Rond de toneeltoren van de Stadsschouwburg raceten, slenterden, flitsten, passeerden en confronteerden rode lichtjes elkaar allang niet meer. Het was niet alleen mij ontgaan (zie ‘Mag het licht aan?’) maar reacties links en rechts leerden dat veel stadsbewoners en bezoekers gehecht waren aan het lichtkunstwerk van Floris van Manen. Het was geen kermis, geen ‘arcadegerinkel’, geen oogverblindend lichtgeweld, maar bescheiden en toch opvallend. Een verrassend en onvoorspelbaar schouwspel om eens rustig naar te kijken en te laten bezinken.

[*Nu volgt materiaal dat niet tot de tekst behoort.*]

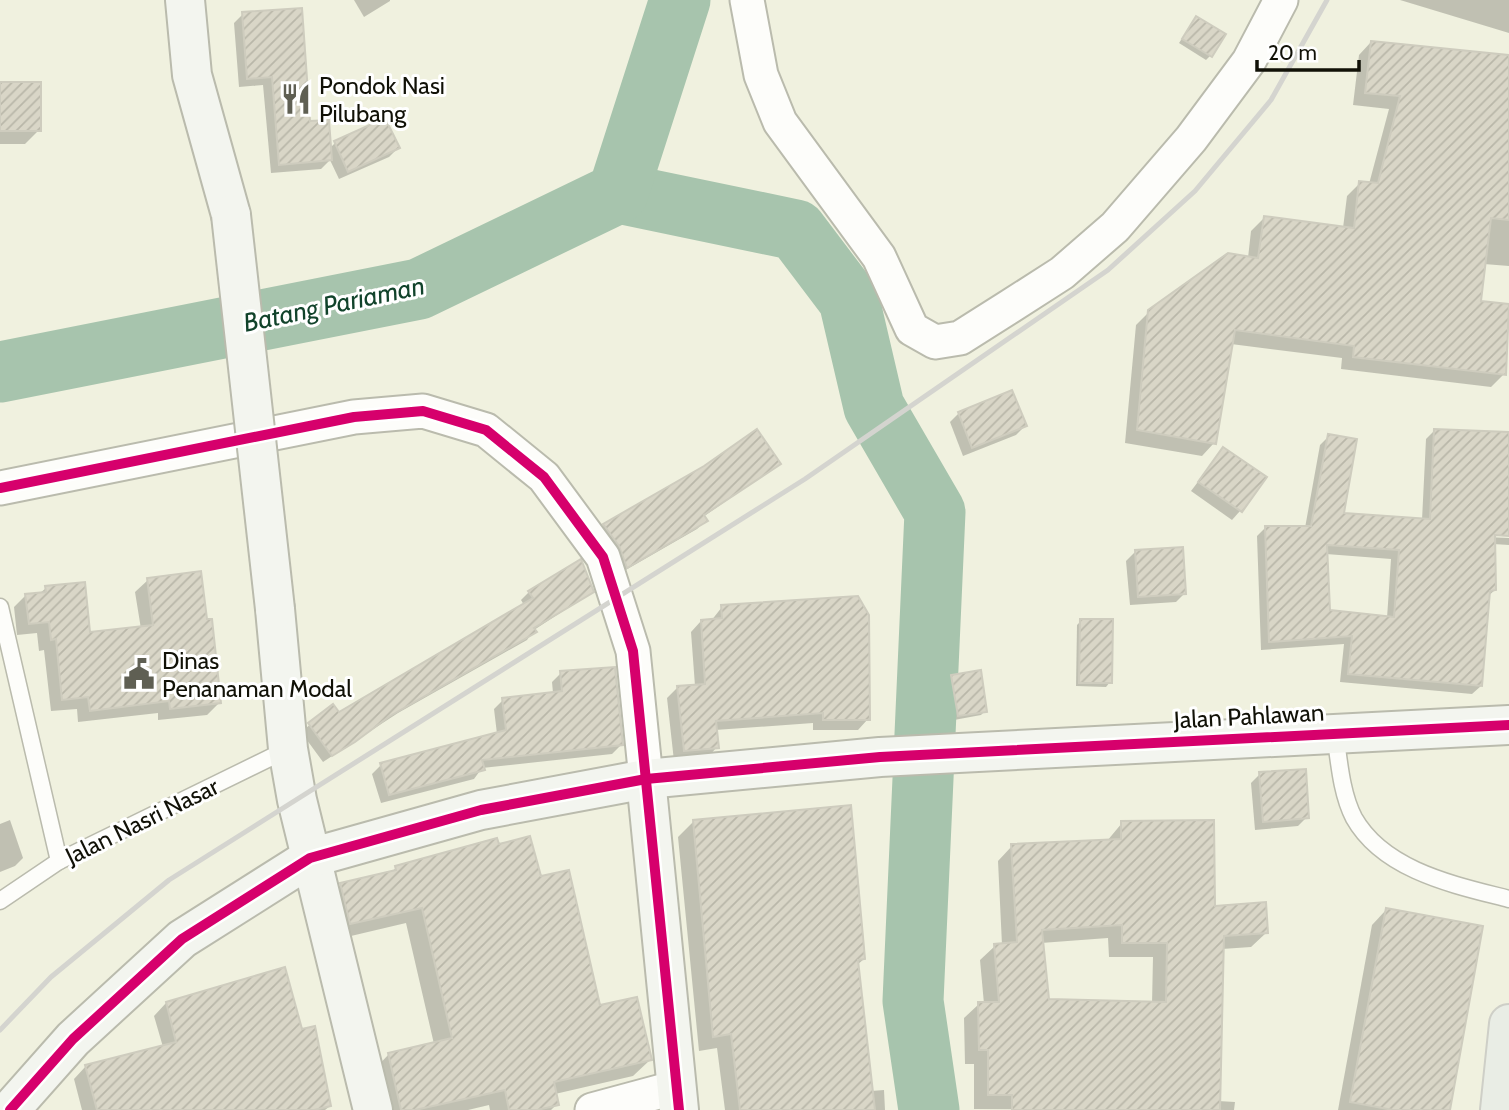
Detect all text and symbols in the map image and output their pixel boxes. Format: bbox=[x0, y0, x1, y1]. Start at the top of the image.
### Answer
scale bar bbox=[1257, 28, 1358, 72]
text: 20 m bbox=[1268, 40, 1317, 65]
place label: Pondok Nasi Pilubang bbox=[319, 71, 445, 128]
restaurant icon: Pondok Nasi Pilubang bbox=[279, 82, 313, 116]
water label: Batang Pariaman bbox=[240, 269, 428, 339]
place label: Dinas Penanaman Modal bbox=[162, 646, 352, 703]
public building icon: Dinas Penanaman Modal bbox=[122, 657, 156, 691]
street label: Jalan Pahlawan bbox=[1172, 698, 1325, 734]
street label: Jalan Nasri Nasar bbox=[60, 771, 224, 871]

Na enkele decennia met een weinig spectaculaire onderhoudsstatus bleek het lichtkunstwerk toch toe te zijn aan een grondige – natte vinger – ‘elfduizendhonderdelf-dagen-beurt’. Technologie is een factor die niet slenterend maar met grote stappen moet worden geüpdate. En dat is precies wat in gang werd gezet. (Volgende keer een kort persberichtje?)
Een zoektocht naar waarom, hoe en wie, leerde dat het lichtkunstwerk een vaste plek in veler harten had en zeker ook leefde bij de Stadsschouwburg, het Centraal Museum, Centrum Management Utrecht, de Gemeente en de kunstenaar Floris van Manen en postuum zijn broer Mathijs.

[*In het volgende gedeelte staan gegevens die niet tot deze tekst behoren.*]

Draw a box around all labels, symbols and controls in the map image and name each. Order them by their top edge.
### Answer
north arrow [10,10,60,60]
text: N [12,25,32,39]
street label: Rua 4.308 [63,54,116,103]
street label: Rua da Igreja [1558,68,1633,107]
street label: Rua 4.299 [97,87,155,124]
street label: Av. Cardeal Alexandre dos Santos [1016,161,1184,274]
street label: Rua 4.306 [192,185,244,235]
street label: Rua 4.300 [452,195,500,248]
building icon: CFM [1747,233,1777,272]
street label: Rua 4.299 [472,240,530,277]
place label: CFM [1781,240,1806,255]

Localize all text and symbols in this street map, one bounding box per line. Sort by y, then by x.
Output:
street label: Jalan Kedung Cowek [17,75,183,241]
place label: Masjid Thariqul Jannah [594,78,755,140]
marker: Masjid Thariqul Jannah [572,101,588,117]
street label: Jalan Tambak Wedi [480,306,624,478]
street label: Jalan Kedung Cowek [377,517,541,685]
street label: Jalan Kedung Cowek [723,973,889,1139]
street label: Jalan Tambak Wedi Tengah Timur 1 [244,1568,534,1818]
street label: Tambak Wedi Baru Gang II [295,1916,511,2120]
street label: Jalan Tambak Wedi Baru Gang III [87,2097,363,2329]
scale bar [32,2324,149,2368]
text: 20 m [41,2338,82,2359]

Intussen zijn veel aanpassingen aan het systeem gerealiseerd, zoals de zichtbaarheid, onafhankelijk van de lichtomstandigheden buiten. Specialisten Yens & Yens in samen-werking met de kunstenaar Van Manen tekenen voor het nieuwe systeem dat op korte termijn de wedergeboorte van ‘Eenvoud en verfijning’ zal vieren. Nog even geduld dus.
En dan? Een lange, licht curvende bank bij de Rubensiaanse gratiën, besproeid door de zacht ruisende fontein van de Utrechtse beeldhouwer Joop Hekman, als toegevoegd rustpunt? Met uitzicht op de prachtige gevel van de Schouwburg van Dudok en daarop het lichtkunstwerk ‘Eenvoud en verfijning’ als kroon op de beslommeringen van de stad?
Romantiek is overal – als je haar maar ziet.